Here is the twitter thread and the summary:
The Compendium aims to present a coherent worldview about the extinction risks of artificial general intelligence (AGI), an artificial intelligence that exceeds that of humans, in a way that is accessible to non-technical readers who have no prior knowledge of AI. A reader should come away with an understanding of the current landscape, the race to AGI, and its existential stakes.
AI progress is rapidly converging on building AGI, driven by a brute-force paradigm that is bottlenecked by resources, not insights. Well-resourced, ideologically motivated individuals are driving a corporate race to AGI. They are now backed by Big Tech, and will soon have the support of nations.
People debate whether or not it is possible to build AGI, but most of the discourse is rooted in pseudoscience. Because humanity lacks a formal theory of intelligence, we must operate by the empirical observation that AI capabilities are increasing rapidly, surpassing human benchmarks at an unprecedented pace.
As more and more human tasks are automated, the gap between artificial and human intelligence shrinks. At the point when AI is able to do all of the tasks a human can on a computer, it will functionally be AGI and able to conduct the same AI research that we can. Should this happen, AGI will quickly scale to superintelligence, and then to levels so powerful that AI is best described as a god compared to humans. Just as humans have catalyzed the holocene extinction, these systems pose an extinction risk for humanity not because they are malicious, but because we will be powerless to control them as they reshape the world, indifferent to our fate.
Coexisting with such powerful AI requires solving some of the most difficult problems that humanity has ever tackled, which demand Nobel-prize-level breakthroughs, billions or trillions of dollars of investment, and progress in fields that resist scientific understanding. We suspect that we do not have enough time to adequately address these challenges.
Current technical AI safety efforts are not on track to solve this problem, and current AI governance efforts are ill-equipped to stop the race to AGI. Many of these efforts have been co-opted by the very actors racing to AGI, who undermine regulatory efforts, cut corners on safety, and are increasingly stoking nation-state conflict in order to justify racing.

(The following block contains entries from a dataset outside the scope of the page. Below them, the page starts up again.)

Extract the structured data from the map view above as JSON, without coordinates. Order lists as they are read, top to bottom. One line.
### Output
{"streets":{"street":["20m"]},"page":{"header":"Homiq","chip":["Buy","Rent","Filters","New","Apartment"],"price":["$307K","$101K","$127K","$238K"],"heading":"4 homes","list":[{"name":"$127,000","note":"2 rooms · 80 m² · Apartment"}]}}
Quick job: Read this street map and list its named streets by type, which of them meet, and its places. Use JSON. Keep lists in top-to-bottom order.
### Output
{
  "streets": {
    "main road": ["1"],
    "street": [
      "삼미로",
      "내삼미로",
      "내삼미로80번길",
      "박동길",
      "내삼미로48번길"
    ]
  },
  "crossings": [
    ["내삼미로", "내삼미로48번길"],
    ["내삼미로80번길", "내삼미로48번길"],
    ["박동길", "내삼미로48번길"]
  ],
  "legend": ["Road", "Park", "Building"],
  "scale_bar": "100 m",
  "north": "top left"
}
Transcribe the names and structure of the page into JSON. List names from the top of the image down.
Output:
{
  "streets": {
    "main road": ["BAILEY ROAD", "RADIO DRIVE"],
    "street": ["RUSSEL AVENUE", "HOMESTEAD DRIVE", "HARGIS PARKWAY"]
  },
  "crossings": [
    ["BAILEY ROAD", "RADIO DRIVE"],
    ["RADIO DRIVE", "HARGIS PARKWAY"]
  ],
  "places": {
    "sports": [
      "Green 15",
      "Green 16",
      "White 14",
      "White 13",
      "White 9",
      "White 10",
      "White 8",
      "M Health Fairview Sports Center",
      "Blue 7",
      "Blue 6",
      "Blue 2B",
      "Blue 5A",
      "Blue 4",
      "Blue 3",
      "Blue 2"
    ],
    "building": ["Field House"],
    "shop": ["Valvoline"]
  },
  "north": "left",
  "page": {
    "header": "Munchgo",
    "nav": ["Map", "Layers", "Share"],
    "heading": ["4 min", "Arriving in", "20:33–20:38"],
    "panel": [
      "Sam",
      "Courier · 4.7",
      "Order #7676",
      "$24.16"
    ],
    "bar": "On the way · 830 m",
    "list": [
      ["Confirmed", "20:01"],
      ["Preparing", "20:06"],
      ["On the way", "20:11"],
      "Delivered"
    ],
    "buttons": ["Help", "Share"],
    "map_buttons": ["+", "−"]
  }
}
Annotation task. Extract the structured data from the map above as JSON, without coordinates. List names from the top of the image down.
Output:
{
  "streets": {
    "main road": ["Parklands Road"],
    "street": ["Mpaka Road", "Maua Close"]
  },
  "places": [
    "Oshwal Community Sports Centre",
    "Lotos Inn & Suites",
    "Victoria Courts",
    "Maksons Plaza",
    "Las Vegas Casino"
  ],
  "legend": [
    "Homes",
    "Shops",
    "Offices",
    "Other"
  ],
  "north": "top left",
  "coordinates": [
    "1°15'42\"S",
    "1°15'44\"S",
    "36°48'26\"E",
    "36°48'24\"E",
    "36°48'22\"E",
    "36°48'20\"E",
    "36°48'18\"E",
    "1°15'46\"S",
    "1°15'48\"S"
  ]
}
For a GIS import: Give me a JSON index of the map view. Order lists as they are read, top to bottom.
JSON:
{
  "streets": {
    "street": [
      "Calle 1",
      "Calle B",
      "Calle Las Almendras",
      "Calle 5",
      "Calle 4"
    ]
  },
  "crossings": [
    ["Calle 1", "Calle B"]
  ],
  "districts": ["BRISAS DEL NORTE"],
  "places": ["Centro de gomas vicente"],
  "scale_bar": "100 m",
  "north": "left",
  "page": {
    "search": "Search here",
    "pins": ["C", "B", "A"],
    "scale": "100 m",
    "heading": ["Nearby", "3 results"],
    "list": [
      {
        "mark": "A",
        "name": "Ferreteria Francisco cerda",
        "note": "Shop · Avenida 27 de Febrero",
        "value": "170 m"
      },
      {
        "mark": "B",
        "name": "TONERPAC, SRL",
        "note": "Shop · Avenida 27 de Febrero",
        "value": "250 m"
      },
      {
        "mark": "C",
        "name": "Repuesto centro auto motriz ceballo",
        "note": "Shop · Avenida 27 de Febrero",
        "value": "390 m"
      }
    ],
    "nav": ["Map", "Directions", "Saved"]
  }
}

This race is propelled by the belief that AI will bring extreme power to whoever builds it first, and that the primary quest of our era is to build this technology. To survive, humanity must oppose this ideology and the race to AGI, building global governance that is mature enough to develop technology conscientiously and justly. We are far from achieving this goal, but believe it to be possible. We need your help to get there.
I am unsurprised but disappointed to read the same Catastrophe arguments rehashed here, based on an outdated Bostromian paradigm of AGI. This is the main section I disagree with.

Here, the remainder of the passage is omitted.